EXERCISE: Identify all lines in the data containing the string "Cheongnyong". Copy them out.

[SOURCE MATERIAL — start]

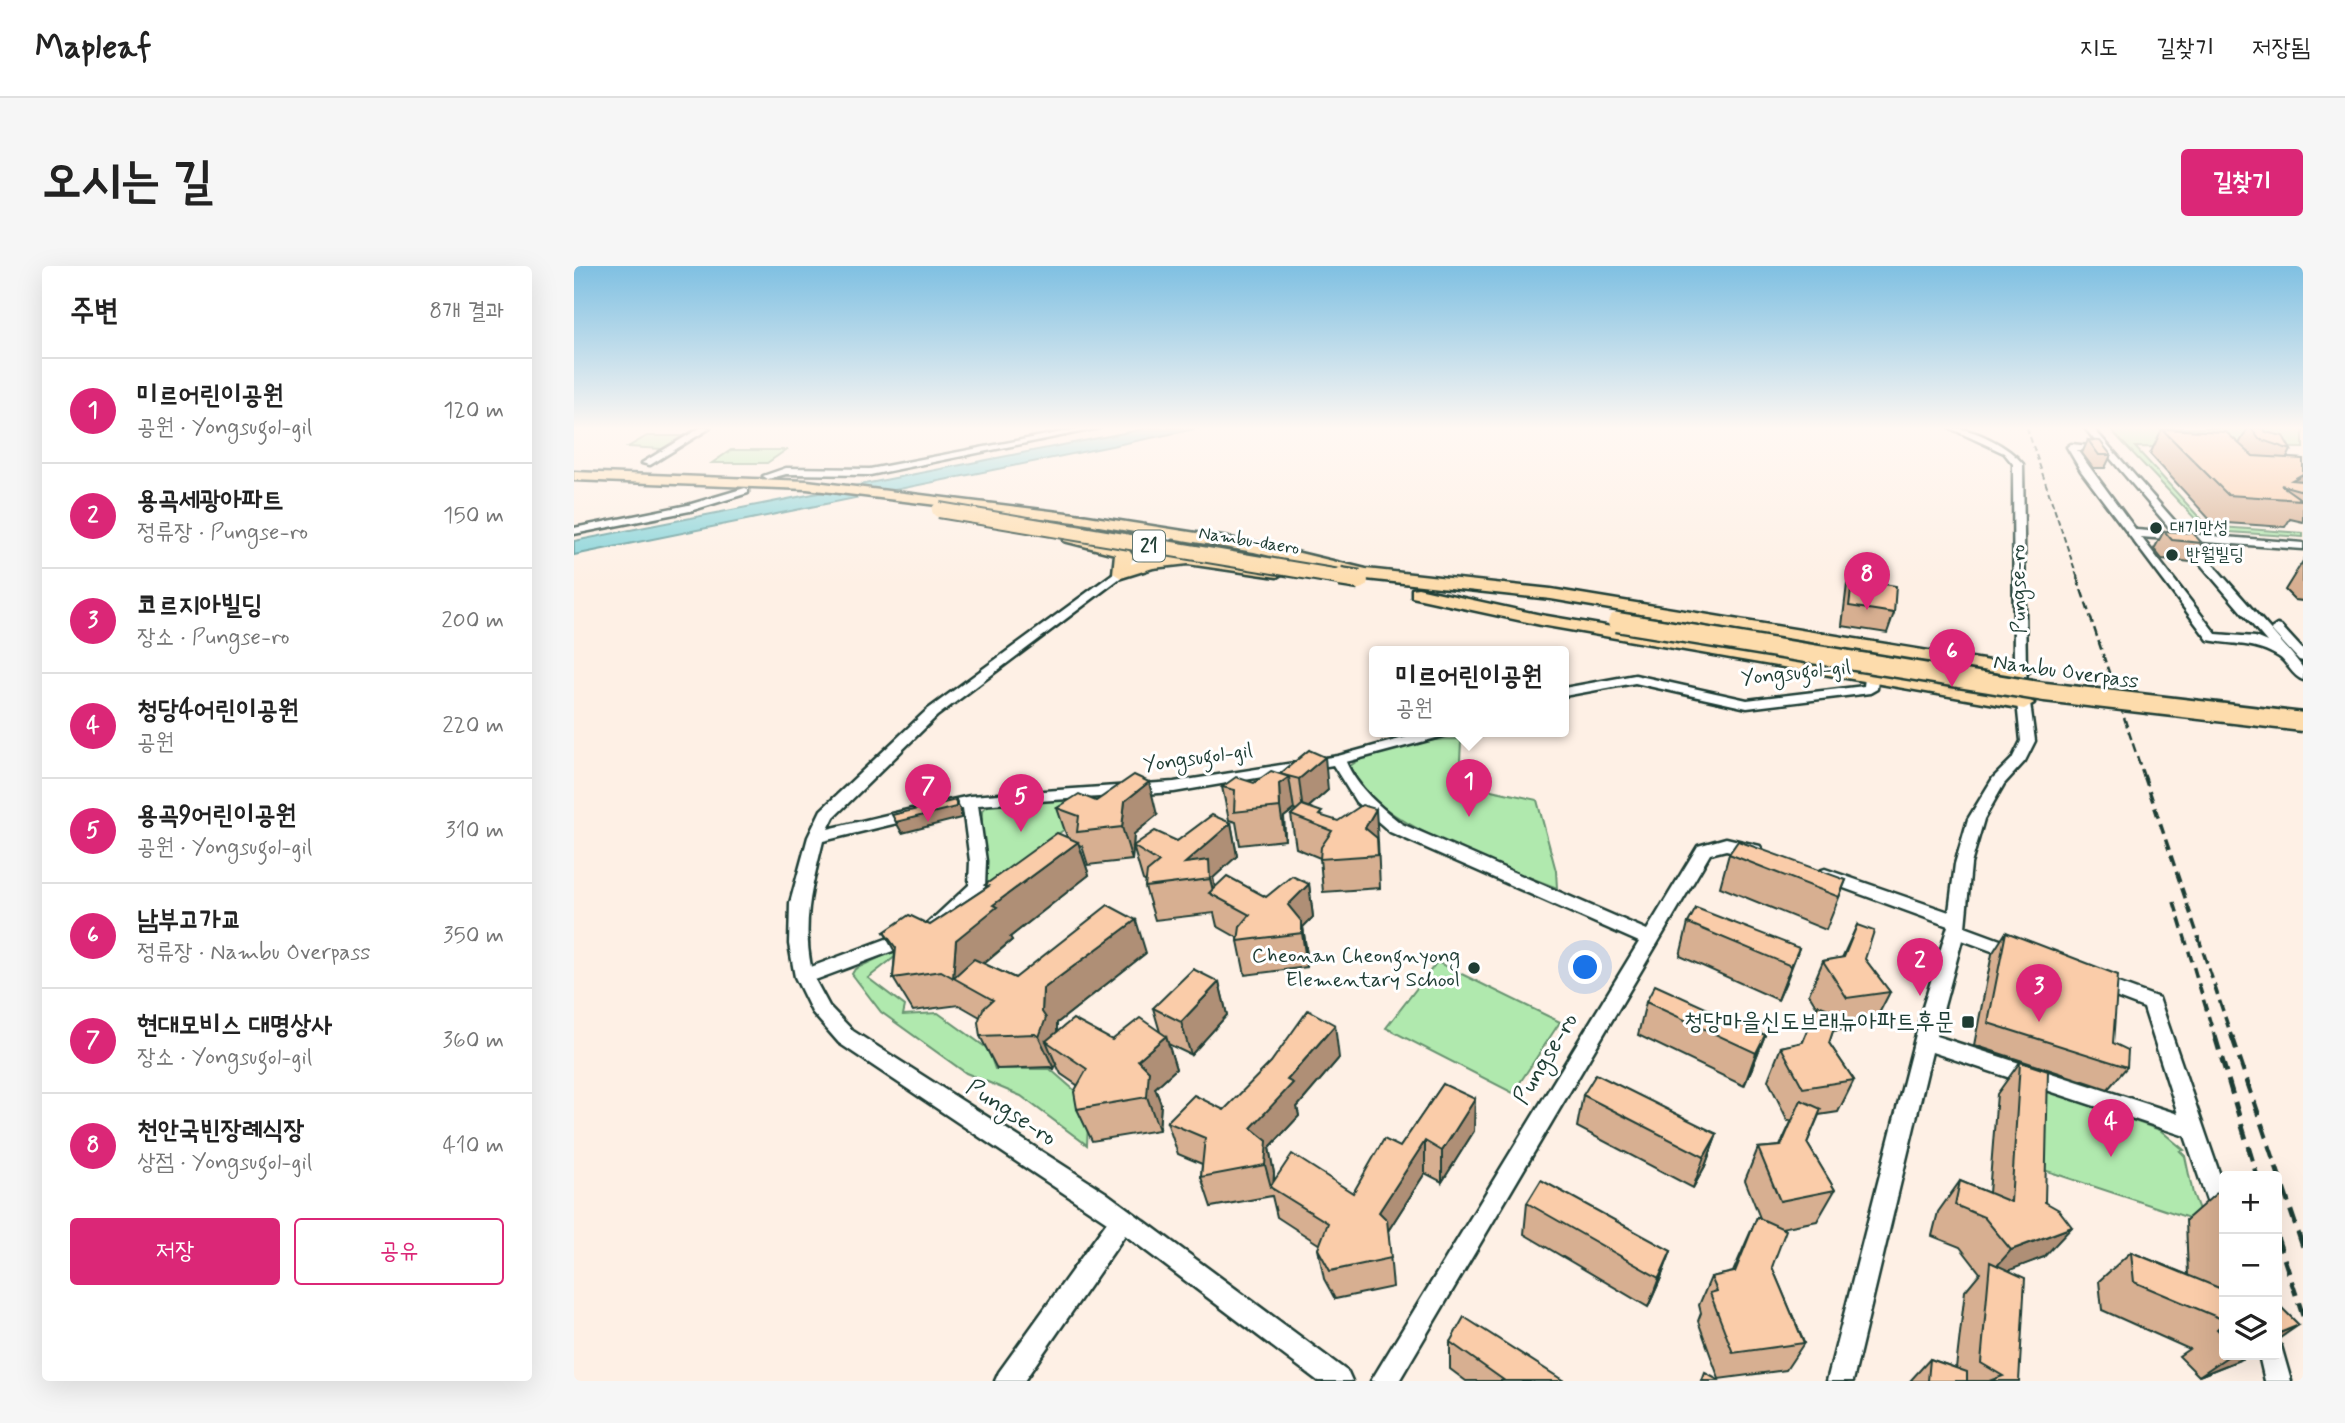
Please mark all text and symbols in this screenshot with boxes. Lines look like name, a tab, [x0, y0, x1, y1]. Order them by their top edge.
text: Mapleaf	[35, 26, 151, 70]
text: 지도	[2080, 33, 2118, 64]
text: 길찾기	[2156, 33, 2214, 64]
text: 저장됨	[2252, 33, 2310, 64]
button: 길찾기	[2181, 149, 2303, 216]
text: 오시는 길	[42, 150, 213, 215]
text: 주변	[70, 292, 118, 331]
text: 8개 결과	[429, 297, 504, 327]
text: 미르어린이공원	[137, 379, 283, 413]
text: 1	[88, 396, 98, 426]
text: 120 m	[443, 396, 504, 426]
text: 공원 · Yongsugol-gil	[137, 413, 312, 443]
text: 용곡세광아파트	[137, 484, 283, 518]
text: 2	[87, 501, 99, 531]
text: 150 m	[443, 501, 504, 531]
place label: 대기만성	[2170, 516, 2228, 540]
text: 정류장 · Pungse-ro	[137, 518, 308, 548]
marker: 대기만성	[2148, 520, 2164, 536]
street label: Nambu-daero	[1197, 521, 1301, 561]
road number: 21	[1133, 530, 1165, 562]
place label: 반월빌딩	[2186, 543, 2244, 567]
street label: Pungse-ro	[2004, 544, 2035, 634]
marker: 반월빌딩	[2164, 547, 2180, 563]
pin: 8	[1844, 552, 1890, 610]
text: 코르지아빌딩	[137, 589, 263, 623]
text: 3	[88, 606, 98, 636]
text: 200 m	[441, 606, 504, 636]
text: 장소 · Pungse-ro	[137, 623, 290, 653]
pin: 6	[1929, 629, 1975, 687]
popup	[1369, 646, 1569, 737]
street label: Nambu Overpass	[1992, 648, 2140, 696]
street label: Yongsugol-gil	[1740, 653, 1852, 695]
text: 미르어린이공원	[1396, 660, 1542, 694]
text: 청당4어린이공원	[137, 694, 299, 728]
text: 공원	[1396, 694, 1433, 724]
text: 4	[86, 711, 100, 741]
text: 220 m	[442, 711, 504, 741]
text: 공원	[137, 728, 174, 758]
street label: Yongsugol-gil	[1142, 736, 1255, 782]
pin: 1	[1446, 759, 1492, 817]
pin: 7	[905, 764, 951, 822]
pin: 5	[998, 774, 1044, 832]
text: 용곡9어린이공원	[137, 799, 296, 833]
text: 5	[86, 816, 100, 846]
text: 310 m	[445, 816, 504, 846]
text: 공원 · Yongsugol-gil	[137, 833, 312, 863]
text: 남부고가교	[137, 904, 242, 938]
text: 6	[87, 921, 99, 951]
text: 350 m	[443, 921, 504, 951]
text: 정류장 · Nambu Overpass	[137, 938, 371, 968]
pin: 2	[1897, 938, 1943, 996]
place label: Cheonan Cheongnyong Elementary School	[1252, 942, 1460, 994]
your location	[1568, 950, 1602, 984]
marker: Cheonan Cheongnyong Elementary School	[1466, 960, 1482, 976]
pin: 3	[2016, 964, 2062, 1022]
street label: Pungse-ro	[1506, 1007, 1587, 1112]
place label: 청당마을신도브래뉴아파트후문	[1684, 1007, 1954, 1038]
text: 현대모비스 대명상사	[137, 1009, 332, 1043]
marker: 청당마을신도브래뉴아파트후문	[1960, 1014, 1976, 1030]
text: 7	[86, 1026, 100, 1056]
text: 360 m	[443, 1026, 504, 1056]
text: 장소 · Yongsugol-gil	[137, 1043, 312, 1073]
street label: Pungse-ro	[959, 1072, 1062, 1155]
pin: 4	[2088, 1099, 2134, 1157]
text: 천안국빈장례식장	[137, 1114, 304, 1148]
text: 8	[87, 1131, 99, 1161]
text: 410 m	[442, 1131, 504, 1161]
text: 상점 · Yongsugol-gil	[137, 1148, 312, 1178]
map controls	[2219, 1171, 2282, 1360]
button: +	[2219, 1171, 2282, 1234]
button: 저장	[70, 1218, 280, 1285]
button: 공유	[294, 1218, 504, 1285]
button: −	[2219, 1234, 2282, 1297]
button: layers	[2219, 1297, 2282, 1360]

[SOURCE MATERIAL — finish]

WRITTEN RESPONSE:
place label: Cheonan Cheongnyong Elementary School	[1252, 942, 1460, 994]
marker: Cheonan Cheongnyong Elementary School	[1466, 960, 1482, 976]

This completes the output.